In Nepal approximately 45.8% of children ages 10 to 14 are involved in the child labor force. Over one million of these children work in difficult and sometimes even slave-like conditions. However, Minnesota Advocates in partnership with the Sankhu Village Development Committee in Nepal has instituted the One School at a Time Project to give children in that area an alternative to entering into the child labor force.
Preliminary research in the village of Sankhu, which is about an hour bus ride Northeast of Kathmandu, found that nearly 200 of the villages children were not receiving an education. Since over 50% of the villages 10,000 residents are unemployed and even public schools in Nepal require tuition, many children cannot afford to go to school. As a result of the high unemployment and the lack of free education in their village, 20% of children between age nine and fourteen leave Sankhu and their families to enter into child labor in Kathmandu.

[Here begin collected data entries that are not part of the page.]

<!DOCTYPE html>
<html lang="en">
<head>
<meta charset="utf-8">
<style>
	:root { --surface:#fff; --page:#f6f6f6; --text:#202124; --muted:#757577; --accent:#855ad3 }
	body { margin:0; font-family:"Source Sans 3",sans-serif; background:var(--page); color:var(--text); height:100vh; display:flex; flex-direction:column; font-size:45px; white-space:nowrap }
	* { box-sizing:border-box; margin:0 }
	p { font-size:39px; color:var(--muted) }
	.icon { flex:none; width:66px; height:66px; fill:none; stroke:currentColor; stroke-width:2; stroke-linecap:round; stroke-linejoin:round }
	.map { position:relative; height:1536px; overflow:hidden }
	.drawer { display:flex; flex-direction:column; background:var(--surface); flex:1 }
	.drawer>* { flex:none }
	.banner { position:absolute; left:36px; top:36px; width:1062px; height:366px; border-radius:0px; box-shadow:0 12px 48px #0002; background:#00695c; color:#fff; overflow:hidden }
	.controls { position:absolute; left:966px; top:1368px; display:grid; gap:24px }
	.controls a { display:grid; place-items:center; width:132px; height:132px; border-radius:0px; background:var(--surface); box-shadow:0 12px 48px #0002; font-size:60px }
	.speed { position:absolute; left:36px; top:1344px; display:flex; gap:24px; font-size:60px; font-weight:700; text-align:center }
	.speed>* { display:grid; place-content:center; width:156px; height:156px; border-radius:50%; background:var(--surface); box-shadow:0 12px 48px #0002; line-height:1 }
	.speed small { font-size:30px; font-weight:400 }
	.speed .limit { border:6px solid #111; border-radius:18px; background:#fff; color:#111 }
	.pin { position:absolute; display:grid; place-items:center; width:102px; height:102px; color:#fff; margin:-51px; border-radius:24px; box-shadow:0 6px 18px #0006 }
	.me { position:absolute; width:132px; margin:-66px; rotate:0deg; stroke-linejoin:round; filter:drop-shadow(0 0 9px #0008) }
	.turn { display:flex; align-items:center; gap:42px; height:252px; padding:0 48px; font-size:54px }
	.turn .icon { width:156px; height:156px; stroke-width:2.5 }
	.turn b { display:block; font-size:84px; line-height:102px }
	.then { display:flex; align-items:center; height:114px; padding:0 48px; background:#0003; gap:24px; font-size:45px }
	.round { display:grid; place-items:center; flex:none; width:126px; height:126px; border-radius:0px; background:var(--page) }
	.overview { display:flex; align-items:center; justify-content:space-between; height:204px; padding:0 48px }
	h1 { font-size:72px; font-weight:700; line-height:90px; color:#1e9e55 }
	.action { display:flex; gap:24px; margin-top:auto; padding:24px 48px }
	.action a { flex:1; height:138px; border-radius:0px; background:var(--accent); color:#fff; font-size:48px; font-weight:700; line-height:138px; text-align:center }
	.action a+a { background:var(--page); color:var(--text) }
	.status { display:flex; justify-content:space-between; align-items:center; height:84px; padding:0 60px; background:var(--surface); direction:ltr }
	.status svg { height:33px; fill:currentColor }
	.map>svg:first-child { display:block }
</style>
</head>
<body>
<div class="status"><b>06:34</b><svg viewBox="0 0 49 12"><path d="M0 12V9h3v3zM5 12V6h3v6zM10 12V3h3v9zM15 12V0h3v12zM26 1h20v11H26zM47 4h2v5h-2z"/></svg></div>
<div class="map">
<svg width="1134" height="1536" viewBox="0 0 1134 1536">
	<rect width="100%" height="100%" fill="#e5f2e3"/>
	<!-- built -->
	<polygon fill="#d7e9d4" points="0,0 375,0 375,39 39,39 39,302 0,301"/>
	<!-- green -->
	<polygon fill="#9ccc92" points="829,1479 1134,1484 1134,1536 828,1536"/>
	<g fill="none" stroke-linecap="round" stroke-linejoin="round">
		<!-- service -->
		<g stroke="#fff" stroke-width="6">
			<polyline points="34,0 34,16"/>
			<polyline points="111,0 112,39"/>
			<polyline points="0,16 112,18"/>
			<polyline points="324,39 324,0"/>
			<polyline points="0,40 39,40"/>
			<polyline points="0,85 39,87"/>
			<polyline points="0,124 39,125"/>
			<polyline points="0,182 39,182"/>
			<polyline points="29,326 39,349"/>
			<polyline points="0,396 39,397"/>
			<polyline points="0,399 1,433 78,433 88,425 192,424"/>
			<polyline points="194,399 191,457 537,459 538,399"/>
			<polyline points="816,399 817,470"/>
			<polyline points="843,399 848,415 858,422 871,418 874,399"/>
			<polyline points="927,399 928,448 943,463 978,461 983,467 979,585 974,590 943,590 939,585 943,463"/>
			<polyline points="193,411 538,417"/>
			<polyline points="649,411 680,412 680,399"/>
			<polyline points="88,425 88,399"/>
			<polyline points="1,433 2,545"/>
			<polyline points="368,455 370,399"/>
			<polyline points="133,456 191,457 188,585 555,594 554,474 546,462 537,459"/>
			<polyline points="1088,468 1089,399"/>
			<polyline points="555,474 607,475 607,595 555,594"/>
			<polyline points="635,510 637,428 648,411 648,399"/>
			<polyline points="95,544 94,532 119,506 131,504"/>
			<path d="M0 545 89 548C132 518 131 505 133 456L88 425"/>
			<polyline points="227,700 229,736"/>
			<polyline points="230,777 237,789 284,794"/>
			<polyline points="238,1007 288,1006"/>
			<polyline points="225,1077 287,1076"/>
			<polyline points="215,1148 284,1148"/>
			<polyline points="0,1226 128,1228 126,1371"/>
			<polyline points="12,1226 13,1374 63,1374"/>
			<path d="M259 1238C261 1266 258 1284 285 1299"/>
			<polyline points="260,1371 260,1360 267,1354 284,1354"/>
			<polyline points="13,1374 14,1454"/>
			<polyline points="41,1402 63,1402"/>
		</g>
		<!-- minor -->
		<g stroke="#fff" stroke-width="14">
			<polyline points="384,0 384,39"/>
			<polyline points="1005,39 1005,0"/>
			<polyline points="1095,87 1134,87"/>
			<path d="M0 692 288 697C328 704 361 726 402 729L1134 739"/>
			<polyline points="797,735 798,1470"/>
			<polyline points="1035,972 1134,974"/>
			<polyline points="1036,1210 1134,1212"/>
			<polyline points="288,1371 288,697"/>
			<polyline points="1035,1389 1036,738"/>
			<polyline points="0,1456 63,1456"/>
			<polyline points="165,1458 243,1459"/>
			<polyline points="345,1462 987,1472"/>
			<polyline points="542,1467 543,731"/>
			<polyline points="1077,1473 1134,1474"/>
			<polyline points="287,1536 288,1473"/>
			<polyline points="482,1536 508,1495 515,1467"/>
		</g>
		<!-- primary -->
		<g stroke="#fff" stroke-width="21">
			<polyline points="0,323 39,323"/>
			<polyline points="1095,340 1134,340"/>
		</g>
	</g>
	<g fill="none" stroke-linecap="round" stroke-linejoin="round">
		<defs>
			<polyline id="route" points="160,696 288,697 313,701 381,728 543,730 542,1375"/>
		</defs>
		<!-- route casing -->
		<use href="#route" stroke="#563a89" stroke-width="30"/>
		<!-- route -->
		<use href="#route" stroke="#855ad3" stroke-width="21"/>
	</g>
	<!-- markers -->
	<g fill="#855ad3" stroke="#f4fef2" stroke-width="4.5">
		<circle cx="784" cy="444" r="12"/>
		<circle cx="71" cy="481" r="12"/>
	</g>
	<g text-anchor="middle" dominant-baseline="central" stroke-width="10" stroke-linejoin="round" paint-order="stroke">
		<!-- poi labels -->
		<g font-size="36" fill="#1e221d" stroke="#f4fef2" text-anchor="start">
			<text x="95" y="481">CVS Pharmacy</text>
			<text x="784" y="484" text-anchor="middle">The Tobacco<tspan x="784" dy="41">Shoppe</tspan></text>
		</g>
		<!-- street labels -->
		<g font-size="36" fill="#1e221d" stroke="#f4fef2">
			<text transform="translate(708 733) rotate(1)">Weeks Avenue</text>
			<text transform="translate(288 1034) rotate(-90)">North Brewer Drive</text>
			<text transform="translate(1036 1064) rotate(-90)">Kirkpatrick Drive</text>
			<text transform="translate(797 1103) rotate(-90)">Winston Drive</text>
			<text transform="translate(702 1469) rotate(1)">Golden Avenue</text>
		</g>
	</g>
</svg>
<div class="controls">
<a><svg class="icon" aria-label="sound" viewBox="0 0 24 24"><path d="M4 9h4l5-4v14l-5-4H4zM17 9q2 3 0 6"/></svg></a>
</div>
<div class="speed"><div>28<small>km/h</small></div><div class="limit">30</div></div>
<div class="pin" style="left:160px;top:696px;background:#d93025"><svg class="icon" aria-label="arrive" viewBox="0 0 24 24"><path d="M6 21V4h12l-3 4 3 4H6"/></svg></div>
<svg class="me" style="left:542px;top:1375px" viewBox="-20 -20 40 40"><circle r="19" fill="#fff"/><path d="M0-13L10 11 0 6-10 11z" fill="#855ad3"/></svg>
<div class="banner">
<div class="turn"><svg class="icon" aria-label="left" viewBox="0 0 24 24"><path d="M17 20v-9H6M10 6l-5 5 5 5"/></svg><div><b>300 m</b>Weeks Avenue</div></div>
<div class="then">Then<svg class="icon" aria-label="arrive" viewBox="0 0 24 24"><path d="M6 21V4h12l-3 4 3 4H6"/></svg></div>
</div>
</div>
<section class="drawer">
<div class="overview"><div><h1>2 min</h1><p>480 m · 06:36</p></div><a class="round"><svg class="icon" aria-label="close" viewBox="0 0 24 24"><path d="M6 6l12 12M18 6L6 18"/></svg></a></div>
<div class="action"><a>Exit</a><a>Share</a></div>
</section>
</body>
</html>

Therefore, through this partnership with the Sankhu Village Development Committee, a free school opened its doors on September 9, 1999 to all disadvantaged children in the area, including girls who normally are expected to give up school in favor of domestic work. While it is open to students ages five to fifteen, the Sankhu School is currently comprised of 50 students who range in age from five to ten. From September to December classes met on a half-day basis. In December a second teacher joined the staff and classes were extended to full days with a free lunch provided by the school.
Currently the school is divided into kindergarten and first grade classes but plans to increase the number of grade levels, the number of teachers, and student enrollment to 200 are in the process of being implemented. Also in the future the school intends to provide each student with free immunizations. The curriculum consists of basic classes, however the teachers, who have been trained in human rights awareness, eventually plan to incorporate human rights into their lesson plans.
In the partnership agreement Minnesota Advocates will provide the funding needed to establish and sustain the school over a five year period. Thus far almost $50,000 has been raised to meet that commitment. The use of these funds is overseen by a local business woman and advocate against child labor, Ms. Sulo Shrestha Shah who chairs Hoste Hainse, a non-profit NGO. Ms. Shah received the 1997 Minnesota Advocates Annual Human Rights Award for her work as president of RUGMARK-Nepal, a coalition of South Asian carpet makers and international organizations who monitor and label rugs produced without child labor.
Long term planning is now underway between the Sankhu Village Development Committee and Minnesota Advocates to devise local funding strategies to maintain and expand the school after Minnesota Advocates five year commitment ends in 2004.